◆ Task directions
Looking at the data below, count the lines that contain the string "lists". Write only the total.

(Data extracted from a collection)
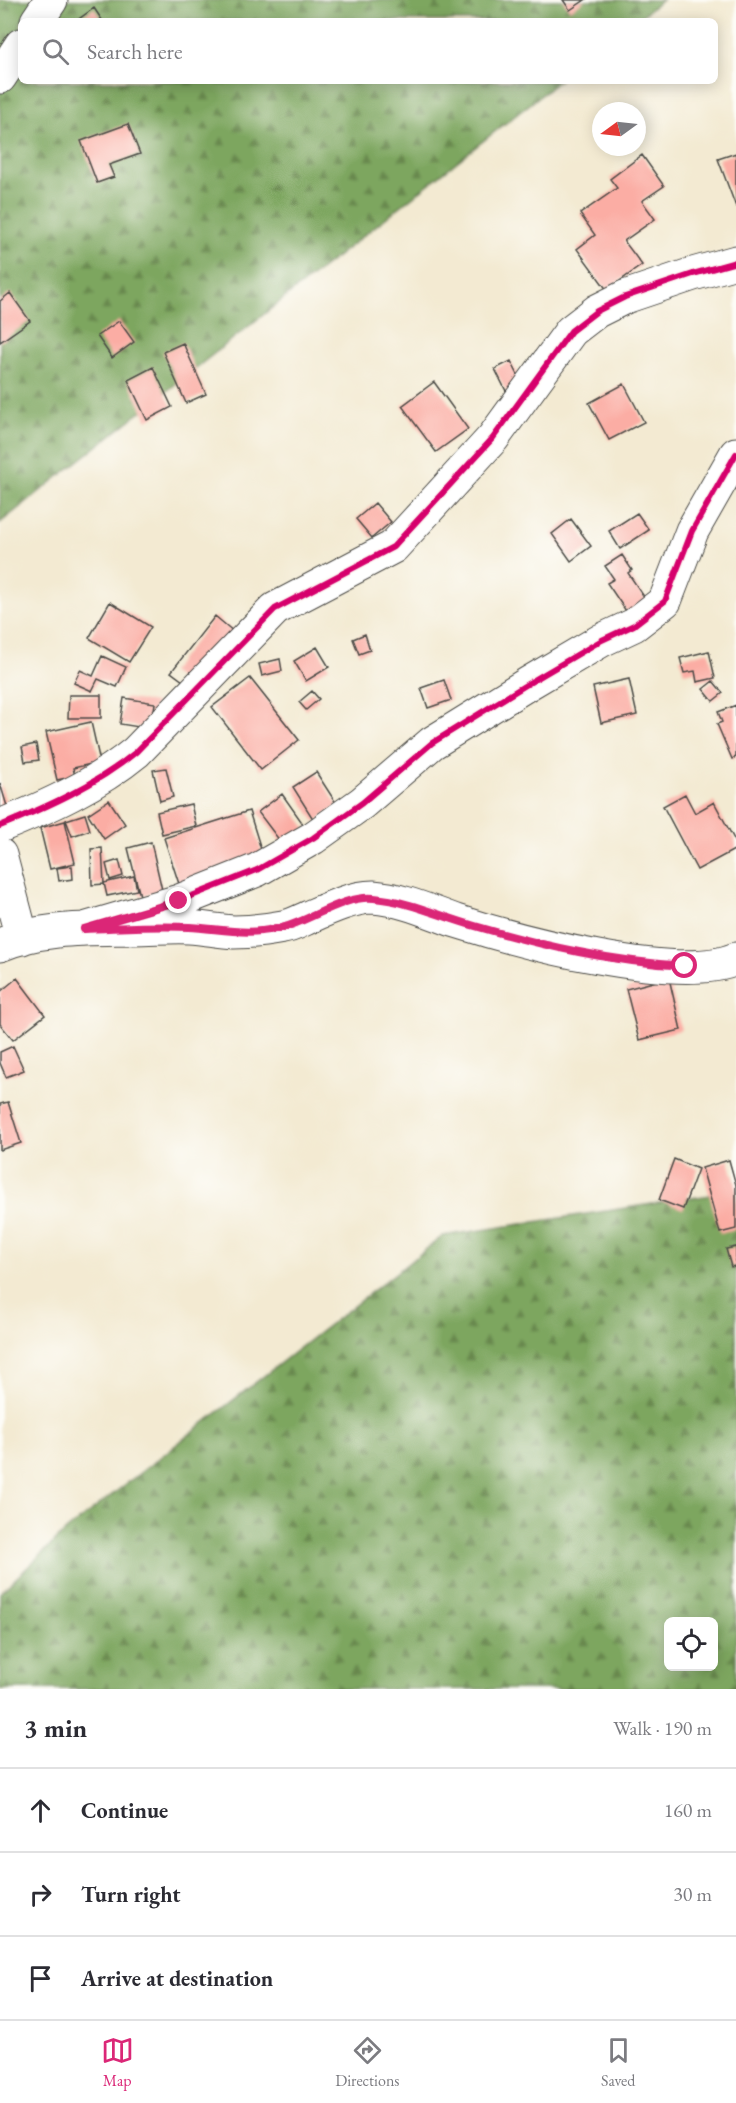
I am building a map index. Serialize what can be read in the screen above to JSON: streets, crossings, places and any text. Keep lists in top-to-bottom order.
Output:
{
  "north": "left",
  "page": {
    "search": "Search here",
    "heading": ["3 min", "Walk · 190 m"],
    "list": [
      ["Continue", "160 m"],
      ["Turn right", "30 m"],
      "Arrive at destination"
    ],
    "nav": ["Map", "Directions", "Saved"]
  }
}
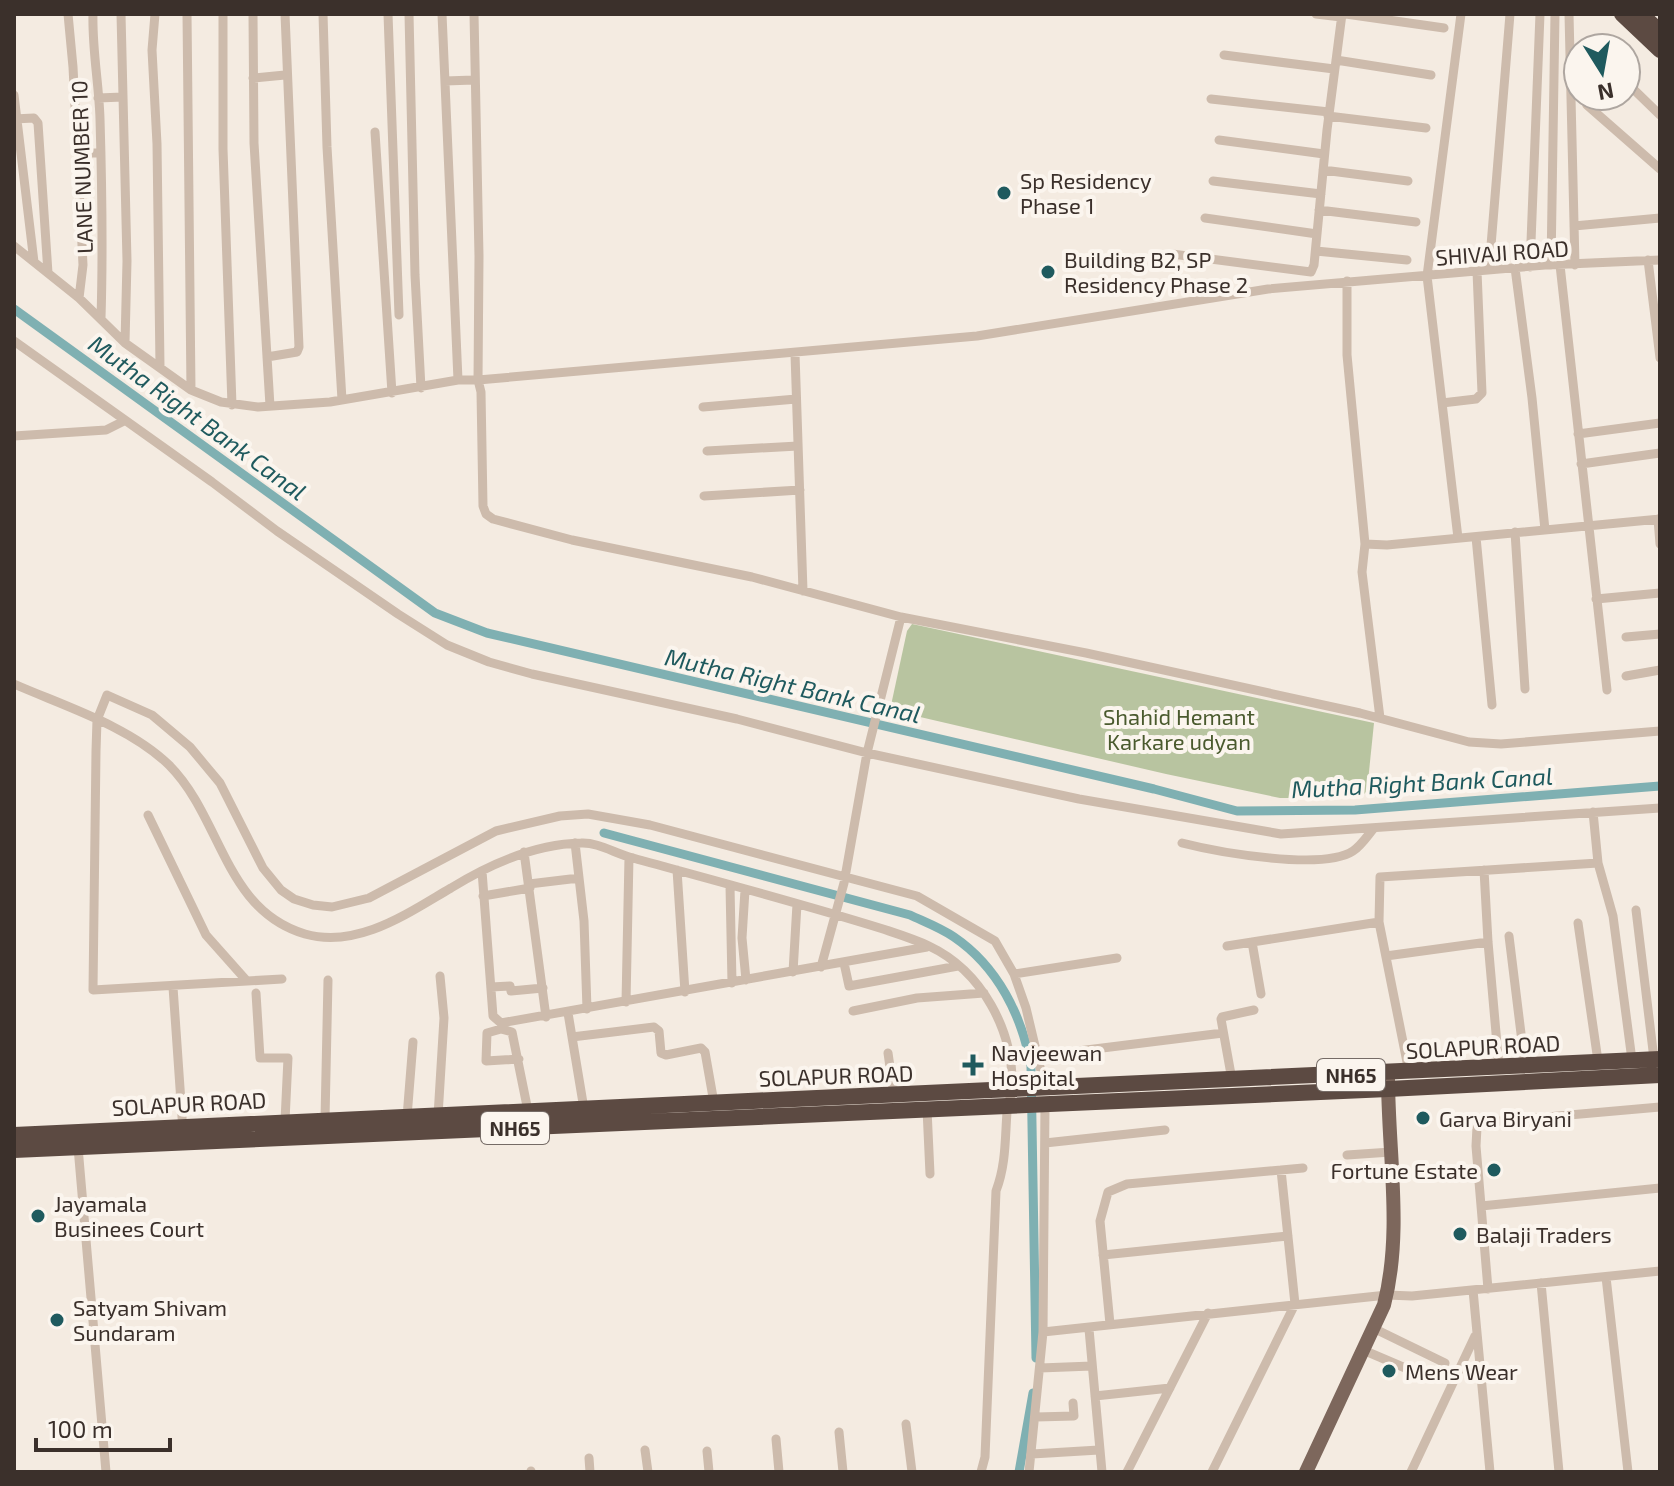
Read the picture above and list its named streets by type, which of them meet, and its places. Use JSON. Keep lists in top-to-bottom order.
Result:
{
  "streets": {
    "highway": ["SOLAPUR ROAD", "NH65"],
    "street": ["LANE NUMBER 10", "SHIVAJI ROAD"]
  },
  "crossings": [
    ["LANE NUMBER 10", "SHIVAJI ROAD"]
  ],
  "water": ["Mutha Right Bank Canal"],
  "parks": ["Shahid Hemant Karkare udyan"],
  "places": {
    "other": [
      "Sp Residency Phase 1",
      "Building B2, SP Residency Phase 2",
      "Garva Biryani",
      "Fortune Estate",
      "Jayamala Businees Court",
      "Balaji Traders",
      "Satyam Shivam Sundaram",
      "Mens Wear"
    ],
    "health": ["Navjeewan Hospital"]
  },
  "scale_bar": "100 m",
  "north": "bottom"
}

--

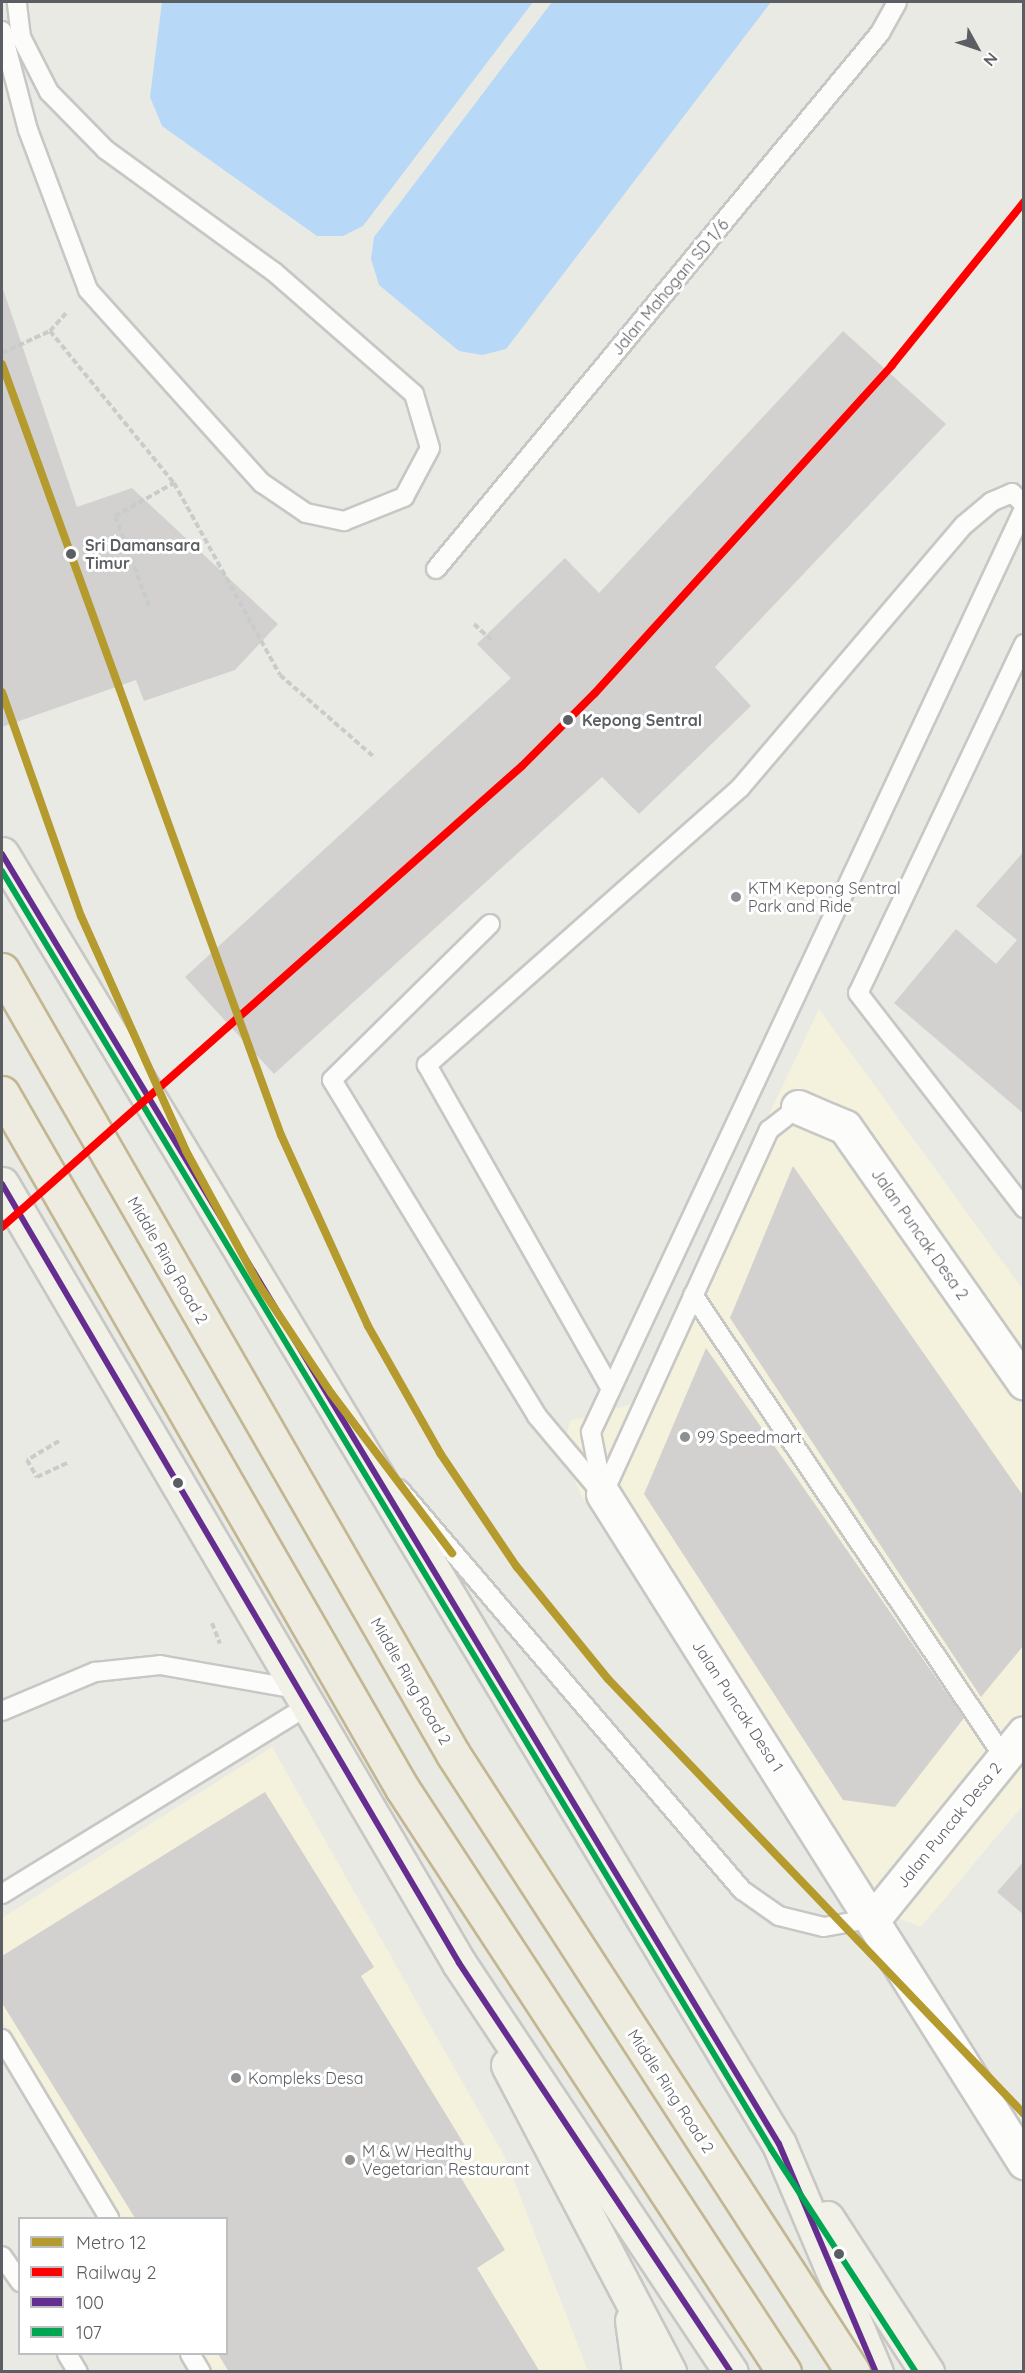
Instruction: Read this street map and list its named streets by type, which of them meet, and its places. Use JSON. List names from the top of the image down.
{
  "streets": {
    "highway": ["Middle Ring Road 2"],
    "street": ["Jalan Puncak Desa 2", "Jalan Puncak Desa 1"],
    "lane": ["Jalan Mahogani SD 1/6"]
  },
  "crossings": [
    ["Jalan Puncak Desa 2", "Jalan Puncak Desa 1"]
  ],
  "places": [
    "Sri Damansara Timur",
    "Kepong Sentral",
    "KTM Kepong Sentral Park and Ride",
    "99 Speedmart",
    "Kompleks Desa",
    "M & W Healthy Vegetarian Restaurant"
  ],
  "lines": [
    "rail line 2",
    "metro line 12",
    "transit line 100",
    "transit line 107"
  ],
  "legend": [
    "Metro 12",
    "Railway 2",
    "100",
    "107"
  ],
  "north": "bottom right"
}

◆ Response to this exercise
2